Back in June I wrote about a quick hack to search the Project Gutenberg text for pangrammatic windows; I then wrote a bit more about the implementation and used it as an example for performance tuning in Linux.
What I didn’t mention (because I’m only just now getting around to writing it up) is that I also ran the same analysis against the web.
Just to remind you what I’m talking about, pangrammatic windows are pangrams — a piece of text using all the letters in the (English) alphabet — that occur as substrings of otherwise naturally-occurring text. For example, the shortest known sequence in a published book is 42 letters, from Piers Anthony’s Cube Route:
Obviously, sequences such as “The quick brown fox jumps over the lazy dog” (35 letters) are shorter, but they aren’t naturally occurring, so don’t count for these purposes.
So, back in June, I decided to use some of my 20% time (and some weekends) to run a search to find some of the shortest pangrammatic windows on the web, using Google’s web index in much the same way as I’d earlier run a local search over the Gutenberg corpus of documents, except more so.
Searching the web
Even though I don’t work on Google’s web search itself, I knew that we had the ability to run analyses over the web at scale: Ian Hickson did something similar back in 2005 to produce a Web Authoring Statistics report on HTML structure on the web.
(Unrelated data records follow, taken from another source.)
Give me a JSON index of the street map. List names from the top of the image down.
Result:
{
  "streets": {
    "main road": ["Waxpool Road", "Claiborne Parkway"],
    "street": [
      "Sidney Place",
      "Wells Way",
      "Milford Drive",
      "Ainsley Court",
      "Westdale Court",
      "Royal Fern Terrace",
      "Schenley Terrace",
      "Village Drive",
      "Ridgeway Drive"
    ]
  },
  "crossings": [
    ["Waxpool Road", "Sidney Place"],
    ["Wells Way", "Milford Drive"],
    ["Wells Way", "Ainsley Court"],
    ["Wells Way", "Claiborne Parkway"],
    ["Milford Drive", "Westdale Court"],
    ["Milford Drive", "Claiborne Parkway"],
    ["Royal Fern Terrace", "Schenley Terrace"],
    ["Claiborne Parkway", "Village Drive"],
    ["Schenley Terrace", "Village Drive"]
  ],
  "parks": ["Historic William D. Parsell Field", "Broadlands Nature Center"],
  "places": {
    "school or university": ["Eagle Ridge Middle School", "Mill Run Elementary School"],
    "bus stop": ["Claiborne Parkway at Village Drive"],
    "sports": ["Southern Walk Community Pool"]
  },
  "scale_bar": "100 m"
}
The main difference was that I was hoping to do it for much more trivial reasons.
I was happy to find that doing this kind of analysis was pretty easy. The code in question is neither interesting nor open source, but let’s just note that, for search engines, the problems of ‘Do X for all web documents’ and ‘Extract the text from this web page’ are already fairly comprehensively solved.
I’d already restricted what I was looking at to English-language documents,
and (for hopefully obvious reasons) those documents that weren’t filtered by
SafeSearch, so that left me with only the easy bit to solve: writing a
matcher that would allow me to run a large-scale
grep over the web.
I started by writing something simple using the non-backtracking algorithm that Jesse Sheidlower had suggested1. This simply emitted one result for every unique pangrammatic window shorter than a certain number of letters (I think I started at 45 or so).
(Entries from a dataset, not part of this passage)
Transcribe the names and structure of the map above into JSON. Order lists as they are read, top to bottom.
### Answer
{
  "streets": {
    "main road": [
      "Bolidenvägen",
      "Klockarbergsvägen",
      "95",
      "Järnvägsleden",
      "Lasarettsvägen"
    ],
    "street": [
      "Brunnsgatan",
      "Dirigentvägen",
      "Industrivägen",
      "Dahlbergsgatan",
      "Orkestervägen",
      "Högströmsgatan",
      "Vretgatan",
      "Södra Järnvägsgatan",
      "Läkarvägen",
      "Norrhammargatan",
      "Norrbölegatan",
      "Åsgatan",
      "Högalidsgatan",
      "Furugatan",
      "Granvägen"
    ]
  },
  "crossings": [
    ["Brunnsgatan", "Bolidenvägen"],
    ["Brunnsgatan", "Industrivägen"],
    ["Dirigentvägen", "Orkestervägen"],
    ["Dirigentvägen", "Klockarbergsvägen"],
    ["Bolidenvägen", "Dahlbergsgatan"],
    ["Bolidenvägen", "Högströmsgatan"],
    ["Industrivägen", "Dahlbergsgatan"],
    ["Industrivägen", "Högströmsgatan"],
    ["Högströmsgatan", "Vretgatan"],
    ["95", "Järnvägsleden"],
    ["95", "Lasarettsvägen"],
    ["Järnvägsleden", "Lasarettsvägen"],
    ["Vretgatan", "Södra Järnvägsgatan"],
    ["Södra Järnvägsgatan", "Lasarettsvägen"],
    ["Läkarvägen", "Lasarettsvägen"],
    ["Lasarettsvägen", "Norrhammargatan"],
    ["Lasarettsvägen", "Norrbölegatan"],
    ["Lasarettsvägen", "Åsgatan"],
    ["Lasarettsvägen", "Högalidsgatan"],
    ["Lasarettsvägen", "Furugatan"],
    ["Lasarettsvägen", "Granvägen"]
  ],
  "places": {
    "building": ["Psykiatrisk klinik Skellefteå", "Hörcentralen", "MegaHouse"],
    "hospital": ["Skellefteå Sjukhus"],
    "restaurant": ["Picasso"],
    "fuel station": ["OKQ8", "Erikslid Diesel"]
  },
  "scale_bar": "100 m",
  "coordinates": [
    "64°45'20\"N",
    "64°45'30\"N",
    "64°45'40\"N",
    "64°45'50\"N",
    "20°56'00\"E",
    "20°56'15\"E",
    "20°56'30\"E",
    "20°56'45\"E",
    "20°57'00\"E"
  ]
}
To work out whether two different windows were equivalent, I normalised the
window text by removing all non-alphabetic characters (apart from interior
single quotes) and collapsing all runs of whitespace to a single space. In
that way, “Fix Mr. Gluck’s hazy TV, PDQ” and “Fix Mr Gluck’s hazy TV,\n
\n is a newline) would both be normalised to “fix mr gluck’s
hazy tv pdq”, and I would pick just one to report.
That’s when I ran into something of a problem. When I’d run a simple search for short pangrammatic windows over the Gutenberg text, I’d had to skip through a thousand or so occurrences of ‘the alphabet’ and variations before getting to any real-world text. That clearly wasn’t going to scale up to the web.
To clean up these nonsense results, I started with some blacklisting: I’d already discarded entire documents based on a few regular expressions in order to exclude those documents that were specifically talking about pangrams2, so I tried adding another blacklist to remove individual results that contained ‘impossible’ words.
For example, if the normalised window contains the substring “qrs” (ignoring spaces), it can’t possibly be part of an English word: no word contains “qrs”, and none ends “qr” or starts “rs”, so there is no subdivision that would be valid3. This is very successful at removing a large proportion of the results that were variations on ‘the alphabet’.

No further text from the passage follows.